Webster began dealing in and collecting ethnographic antiquities in the 1890s. He formed a partnership with his brother Robert Burrow Webster and carried on business as W.D. Webster, Ethnographic Traders. The business published a series of catalogues detailing items available for sale during the next two decades. A number of the catalogues had sketches and photographs representing the works he was trading. He also staged a number of exhibitions of ethnographic material at Earl's Court. In 1899 he travelled throughout Britain purchasing material from British soldiers returning from the Benin Expedition, amassing a large quantity of material that was carefully recorded in his catalogues. He kept good business records recording his correspondence and stock movements. On 31 December 1900 the business partnership with his brother was dissolved and he continued the business under the same name and on his own account. In 1904 he sold a significant portion of his collection in a five-day auction in London but continued to trade until his death. His second wife Eva Cutter continued to trade under the name of his business until 1926.

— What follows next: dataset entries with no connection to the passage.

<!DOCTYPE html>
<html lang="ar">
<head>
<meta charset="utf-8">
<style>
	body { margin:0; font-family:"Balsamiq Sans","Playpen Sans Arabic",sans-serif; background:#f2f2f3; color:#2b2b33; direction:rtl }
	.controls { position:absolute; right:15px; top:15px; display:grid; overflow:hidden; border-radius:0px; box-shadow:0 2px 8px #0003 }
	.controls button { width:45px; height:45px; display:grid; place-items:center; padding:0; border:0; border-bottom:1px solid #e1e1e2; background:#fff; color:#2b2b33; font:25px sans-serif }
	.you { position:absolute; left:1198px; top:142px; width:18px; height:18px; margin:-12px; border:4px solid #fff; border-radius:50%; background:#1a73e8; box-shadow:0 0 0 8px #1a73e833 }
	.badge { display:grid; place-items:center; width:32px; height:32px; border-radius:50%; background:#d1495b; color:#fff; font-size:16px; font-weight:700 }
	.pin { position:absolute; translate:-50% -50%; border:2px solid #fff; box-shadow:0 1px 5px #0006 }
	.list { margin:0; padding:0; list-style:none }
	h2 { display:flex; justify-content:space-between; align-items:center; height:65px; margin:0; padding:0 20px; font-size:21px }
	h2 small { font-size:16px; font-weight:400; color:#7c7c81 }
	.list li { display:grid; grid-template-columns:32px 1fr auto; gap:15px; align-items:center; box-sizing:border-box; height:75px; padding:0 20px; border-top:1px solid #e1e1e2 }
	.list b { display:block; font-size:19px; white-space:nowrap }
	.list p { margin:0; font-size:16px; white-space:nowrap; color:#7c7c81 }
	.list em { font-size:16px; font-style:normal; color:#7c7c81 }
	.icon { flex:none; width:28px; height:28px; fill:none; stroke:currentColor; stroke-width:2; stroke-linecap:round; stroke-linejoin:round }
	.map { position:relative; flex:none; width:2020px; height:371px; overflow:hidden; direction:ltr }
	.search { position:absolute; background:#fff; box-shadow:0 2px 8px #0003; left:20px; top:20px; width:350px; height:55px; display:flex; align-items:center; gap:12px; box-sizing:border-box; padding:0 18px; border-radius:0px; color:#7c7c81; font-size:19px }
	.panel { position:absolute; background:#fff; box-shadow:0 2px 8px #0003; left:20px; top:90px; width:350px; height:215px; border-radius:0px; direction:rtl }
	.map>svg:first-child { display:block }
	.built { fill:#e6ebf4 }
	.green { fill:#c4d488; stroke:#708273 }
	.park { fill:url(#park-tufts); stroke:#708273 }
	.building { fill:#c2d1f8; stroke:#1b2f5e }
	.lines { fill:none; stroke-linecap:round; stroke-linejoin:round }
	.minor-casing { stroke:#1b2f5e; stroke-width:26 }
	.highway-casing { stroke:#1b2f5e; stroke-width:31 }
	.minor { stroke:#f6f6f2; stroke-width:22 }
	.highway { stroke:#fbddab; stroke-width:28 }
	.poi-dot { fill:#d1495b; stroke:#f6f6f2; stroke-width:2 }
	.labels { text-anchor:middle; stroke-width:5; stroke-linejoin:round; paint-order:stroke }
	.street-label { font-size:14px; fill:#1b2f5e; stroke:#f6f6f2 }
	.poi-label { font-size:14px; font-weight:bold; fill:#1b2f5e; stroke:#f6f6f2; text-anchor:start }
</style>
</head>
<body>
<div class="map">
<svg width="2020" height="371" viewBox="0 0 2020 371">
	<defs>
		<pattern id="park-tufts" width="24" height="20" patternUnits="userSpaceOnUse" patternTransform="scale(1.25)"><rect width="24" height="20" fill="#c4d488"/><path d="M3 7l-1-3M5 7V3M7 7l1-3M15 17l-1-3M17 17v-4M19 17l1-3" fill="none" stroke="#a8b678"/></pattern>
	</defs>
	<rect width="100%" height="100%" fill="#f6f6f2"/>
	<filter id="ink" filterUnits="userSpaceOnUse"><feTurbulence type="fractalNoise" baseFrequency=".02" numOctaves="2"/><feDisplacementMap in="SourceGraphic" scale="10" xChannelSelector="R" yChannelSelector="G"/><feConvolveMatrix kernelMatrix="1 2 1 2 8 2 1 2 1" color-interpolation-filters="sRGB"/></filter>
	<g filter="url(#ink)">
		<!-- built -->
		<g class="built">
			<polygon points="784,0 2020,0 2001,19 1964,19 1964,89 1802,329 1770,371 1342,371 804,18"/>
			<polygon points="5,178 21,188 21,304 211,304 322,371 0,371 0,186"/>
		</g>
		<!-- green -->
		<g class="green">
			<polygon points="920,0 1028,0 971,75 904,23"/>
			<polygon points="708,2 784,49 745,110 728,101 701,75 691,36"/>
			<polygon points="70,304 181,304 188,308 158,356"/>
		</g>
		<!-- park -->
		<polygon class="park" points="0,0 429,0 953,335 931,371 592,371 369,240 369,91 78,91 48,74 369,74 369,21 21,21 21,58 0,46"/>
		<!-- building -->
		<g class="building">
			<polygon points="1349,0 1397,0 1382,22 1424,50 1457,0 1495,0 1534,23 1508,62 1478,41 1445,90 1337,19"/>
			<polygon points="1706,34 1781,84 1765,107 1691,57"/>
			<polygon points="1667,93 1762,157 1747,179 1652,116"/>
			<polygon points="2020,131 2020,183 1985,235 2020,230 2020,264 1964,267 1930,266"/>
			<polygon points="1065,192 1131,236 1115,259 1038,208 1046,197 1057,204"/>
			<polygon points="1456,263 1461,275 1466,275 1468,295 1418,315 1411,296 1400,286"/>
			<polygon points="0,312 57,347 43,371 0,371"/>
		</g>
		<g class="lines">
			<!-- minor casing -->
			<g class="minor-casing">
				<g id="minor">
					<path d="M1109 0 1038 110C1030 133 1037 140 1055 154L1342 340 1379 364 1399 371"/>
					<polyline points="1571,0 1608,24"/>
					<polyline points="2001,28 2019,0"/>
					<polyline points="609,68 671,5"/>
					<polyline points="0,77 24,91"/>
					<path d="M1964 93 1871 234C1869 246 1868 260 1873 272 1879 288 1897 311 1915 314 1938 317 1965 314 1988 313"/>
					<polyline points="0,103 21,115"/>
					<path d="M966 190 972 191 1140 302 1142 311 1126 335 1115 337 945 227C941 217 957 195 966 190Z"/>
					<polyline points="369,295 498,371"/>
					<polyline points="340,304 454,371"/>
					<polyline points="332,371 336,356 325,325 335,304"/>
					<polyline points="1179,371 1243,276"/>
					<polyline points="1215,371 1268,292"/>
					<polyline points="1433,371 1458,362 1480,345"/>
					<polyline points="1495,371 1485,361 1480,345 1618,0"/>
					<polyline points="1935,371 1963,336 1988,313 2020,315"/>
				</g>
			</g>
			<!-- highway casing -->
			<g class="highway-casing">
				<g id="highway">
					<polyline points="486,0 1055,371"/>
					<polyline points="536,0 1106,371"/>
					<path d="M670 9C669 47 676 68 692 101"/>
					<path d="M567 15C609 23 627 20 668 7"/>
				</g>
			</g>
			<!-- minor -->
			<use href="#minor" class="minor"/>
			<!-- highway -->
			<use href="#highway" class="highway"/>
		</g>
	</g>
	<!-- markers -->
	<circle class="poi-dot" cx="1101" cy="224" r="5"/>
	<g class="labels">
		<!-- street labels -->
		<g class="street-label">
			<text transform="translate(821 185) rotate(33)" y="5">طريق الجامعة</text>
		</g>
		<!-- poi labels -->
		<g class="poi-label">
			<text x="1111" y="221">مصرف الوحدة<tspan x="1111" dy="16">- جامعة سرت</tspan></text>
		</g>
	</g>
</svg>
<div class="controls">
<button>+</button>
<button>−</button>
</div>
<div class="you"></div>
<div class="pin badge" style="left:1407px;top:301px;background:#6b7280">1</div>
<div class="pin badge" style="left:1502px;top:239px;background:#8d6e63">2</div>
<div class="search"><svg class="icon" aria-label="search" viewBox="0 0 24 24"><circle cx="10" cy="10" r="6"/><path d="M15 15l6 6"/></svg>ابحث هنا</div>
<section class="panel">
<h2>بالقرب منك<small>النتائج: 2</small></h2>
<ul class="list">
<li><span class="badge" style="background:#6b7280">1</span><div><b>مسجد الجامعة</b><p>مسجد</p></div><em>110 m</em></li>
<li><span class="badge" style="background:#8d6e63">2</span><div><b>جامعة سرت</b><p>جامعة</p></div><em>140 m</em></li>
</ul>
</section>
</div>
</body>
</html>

His business records were acquired by the Museum of New Zealand Te Papa Tongarewa, possibly as part of the New Zealand government purchase of the W. O. Oldman collection in 1948 or possibly via the work of Kenneth Athol Webster.

==Provenance interest ==
The business records of W. D. Webster are of high interest to researchers working on cultural object provenance and research into commercial traders and trading of cultural objects. One example is the Digital Benin project. This website lists over 130 institutions in 20 countries with Benin cultural heritage in their collections and the provenance of those objects, where known. The records of W. D. Webster are a key provenance link.